WORK INSTRUCTION – From the listing below, extract each line containing the string "الكايد".

----------------

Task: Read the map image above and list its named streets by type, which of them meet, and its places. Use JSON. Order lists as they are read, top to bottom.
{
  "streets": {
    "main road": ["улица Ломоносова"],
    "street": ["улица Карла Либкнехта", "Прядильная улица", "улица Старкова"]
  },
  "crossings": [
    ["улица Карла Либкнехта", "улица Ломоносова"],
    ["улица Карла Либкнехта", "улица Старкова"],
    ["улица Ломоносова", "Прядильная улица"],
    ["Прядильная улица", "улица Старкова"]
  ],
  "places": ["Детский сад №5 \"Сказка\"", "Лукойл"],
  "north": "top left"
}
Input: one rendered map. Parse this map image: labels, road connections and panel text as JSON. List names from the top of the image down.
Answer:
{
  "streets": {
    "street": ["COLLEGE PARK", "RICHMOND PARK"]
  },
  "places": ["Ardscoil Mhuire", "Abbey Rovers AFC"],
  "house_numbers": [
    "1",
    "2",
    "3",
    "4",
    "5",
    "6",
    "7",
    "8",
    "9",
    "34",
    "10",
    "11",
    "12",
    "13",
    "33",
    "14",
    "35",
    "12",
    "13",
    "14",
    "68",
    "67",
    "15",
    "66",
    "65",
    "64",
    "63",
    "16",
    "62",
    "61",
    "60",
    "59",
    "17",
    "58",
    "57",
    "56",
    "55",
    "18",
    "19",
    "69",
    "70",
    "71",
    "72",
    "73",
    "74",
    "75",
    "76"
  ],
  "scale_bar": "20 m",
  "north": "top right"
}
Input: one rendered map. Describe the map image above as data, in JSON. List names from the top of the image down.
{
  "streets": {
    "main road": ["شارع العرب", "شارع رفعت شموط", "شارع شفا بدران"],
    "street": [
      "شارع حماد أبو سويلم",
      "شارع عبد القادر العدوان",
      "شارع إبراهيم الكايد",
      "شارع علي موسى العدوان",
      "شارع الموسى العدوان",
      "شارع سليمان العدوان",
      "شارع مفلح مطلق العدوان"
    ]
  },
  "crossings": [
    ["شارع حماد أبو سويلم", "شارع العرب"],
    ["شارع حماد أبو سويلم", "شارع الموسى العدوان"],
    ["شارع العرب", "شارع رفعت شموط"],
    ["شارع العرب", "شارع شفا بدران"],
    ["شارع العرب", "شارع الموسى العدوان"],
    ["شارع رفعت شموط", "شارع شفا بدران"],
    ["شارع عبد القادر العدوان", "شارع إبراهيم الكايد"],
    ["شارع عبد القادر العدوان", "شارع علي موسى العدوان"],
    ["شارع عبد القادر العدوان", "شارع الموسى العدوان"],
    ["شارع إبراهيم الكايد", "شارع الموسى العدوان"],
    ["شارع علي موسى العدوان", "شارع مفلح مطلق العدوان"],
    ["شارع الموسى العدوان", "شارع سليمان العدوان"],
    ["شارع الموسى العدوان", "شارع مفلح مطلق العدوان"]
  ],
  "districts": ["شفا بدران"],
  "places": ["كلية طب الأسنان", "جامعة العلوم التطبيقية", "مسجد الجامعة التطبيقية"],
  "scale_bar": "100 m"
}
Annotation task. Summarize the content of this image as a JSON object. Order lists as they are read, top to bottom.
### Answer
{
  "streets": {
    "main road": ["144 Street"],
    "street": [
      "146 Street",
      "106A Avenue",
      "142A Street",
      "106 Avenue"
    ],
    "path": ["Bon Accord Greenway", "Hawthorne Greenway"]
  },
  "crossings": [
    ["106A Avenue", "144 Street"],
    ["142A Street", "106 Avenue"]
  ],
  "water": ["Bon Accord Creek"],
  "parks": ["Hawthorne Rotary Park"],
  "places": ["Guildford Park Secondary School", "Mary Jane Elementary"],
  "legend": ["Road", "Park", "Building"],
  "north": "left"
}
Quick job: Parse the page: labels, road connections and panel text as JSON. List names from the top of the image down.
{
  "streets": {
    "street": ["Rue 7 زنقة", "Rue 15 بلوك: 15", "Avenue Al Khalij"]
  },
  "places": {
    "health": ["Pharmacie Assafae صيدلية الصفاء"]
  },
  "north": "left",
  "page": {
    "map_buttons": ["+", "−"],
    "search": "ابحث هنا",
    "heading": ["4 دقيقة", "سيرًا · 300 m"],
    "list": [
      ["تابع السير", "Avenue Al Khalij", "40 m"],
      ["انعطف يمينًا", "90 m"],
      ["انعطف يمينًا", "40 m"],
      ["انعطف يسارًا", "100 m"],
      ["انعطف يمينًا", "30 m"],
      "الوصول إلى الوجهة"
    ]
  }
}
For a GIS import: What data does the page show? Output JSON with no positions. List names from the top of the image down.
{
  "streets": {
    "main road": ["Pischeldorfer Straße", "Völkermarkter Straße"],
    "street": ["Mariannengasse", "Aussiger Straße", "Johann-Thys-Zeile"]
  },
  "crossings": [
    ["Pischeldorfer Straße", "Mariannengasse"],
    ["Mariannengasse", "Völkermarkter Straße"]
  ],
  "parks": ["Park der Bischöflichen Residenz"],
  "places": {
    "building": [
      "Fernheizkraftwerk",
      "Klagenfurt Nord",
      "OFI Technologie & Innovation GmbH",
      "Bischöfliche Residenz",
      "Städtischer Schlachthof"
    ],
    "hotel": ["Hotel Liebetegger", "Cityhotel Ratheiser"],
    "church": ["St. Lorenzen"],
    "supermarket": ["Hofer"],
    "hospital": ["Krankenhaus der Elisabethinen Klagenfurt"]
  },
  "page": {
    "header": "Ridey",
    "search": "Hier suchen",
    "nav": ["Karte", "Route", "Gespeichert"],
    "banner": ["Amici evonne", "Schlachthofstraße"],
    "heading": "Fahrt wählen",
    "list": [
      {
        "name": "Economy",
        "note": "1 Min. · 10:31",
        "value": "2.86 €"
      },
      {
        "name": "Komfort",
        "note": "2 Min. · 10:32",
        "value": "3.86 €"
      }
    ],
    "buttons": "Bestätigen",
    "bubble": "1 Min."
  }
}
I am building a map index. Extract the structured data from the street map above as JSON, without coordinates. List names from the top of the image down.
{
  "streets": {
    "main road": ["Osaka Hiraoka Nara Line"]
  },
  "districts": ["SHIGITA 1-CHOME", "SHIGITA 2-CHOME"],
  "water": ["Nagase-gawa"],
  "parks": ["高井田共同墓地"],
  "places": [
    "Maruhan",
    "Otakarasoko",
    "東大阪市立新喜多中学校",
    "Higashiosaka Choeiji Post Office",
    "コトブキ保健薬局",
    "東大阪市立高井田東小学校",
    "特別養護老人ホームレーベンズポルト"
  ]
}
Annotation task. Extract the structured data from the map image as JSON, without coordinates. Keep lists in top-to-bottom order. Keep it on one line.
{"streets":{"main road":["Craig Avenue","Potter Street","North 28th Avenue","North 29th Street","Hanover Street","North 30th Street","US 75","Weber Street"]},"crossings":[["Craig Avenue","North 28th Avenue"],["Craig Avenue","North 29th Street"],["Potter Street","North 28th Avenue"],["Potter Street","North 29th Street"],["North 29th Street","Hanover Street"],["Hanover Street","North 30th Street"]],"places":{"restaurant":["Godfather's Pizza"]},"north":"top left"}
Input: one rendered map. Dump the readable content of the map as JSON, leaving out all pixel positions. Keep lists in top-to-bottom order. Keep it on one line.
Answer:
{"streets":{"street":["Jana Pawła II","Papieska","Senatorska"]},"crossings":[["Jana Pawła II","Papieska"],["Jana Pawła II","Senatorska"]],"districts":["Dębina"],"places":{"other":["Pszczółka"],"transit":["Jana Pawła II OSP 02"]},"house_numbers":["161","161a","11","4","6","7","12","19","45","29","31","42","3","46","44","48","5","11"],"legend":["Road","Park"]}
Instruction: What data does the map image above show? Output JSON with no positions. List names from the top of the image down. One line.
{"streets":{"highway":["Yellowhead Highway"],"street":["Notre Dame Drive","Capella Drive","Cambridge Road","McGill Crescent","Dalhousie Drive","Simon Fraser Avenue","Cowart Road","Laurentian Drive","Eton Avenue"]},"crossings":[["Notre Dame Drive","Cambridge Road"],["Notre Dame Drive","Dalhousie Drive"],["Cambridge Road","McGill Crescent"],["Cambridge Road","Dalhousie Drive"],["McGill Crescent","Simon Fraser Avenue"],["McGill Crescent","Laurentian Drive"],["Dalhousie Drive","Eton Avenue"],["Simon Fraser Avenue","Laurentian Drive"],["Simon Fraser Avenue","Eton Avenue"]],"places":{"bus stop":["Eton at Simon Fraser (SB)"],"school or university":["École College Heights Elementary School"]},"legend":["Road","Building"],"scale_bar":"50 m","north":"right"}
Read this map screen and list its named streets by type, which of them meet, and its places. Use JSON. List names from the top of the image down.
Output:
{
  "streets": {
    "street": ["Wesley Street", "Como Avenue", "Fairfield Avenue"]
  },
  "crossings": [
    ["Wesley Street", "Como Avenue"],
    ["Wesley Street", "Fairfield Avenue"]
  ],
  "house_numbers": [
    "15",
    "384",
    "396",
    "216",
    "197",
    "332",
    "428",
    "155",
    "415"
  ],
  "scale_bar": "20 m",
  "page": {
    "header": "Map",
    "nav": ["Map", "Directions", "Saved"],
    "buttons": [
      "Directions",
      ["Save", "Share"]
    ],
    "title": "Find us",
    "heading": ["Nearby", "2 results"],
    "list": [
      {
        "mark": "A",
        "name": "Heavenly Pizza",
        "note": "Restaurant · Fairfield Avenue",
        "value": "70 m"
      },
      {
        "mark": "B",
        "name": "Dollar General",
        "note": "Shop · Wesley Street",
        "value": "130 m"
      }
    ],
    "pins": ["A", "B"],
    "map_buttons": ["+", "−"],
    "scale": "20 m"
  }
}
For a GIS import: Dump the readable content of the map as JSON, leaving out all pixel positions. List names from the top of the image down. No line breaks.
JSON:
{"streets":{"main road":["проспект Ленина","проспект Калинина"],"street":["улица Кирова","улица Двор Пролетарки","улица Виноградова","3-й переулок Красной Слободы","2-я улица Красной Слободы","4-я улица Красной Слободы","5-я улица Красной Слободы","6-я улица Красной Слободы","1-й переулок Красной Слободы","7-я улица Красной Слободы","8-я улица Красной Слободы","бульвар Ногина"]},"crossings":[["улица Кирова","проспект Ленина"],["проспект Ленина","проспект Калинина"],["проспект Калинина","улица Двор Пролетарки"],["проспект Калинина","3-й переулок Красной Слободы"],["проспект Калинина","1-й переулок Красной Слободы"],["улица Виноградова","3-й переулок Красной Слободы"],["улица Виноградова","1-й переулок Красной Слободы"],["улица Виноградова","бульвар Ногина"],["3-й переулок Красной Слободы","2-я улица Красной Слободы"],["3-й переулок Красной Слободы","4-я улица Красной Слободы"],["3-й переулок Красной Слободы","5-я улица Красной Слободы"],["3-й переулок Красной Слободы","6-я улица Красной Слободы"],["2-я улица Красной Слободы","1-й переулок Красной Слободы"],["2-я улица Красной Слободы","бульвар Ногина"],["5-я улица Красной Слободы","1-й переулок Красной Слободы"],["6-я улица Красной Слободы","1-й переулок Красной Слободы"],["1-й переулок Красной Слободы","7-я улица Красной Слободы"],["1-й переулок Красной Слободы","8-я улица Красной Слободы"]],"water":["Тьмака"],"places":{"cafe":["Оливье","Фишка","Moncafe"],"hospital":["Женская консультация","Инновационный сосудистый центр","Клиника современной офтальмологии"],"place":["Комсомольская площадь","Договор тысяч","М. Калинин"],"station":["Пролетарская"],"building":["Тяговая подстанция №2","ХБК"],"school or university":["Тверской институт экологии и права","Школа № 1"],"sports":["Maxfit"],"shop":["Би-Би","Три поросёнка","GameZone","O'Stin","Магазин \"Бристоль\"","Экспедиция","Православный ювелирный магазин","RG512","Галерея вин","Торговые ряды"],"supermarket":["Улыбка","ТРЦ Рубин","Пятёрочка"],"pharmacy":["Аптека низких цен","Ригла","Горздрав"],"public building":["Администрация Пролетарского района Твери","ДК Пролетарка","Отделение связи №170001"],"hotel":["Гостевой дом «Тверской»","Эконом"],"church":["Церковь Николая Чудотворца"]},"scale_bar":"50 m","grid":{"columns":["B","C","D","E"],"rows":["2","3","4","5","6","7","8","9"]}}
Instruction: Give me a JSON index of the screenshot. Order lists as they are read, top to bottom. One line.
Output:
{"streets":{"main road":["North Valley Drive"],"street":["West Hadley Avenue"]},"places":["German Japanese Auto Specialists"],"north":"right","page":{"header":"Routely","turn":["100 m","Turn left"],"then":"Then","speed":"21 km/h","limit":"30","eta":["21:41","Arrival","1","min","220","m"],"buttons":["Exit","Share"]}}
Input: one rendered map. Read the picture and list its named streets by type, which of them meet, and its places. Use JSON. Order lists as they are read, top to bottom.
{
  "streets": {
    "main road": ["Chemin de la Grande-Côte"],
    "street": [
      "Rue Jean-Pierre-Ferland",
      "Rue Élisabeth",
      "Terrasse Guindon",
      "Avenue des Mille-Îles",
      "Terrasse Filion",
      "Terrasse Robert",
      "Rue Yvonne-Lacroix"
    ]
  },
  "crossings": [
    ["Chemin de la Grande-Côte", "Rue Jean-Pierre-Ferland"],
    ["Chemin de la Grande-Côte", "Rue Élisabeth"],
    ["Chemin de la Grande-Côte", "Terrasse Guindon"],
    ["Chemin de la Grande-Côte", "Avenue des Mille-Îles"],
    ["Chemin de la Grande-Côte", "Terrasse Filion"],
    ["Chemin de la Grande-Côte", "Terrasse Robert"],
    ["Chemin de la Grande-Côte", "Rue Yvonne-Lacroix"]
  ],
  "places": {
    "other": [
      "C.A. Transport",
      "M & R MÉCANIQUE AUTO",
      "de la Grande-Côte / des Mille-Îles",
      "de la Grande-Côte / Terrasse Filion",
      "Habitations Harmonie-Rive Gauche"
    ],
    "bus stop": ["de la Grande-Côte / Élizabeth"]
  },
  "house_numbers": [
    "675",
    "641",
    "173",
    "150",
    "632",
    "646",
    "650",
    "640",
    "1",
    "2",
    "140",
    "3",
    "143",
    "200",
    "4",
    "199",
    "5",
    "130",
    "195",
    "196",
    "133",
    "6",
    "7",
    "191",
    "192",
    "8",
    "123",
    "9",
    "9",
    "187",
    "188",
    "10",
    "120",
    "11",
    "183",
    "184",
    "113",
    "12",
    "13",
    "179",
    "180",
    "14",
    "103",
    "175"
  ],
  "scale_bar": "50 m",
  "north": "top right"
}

----------------

COMPLETED EXERCISE –
      "شارع إبراهيم الكايد",
    ["شارع عبد القادر العدوان", "شارع إبراهيم الكايد"],
    ["شارع إبراهيم الكايد", "شارع الموسى العدوان"],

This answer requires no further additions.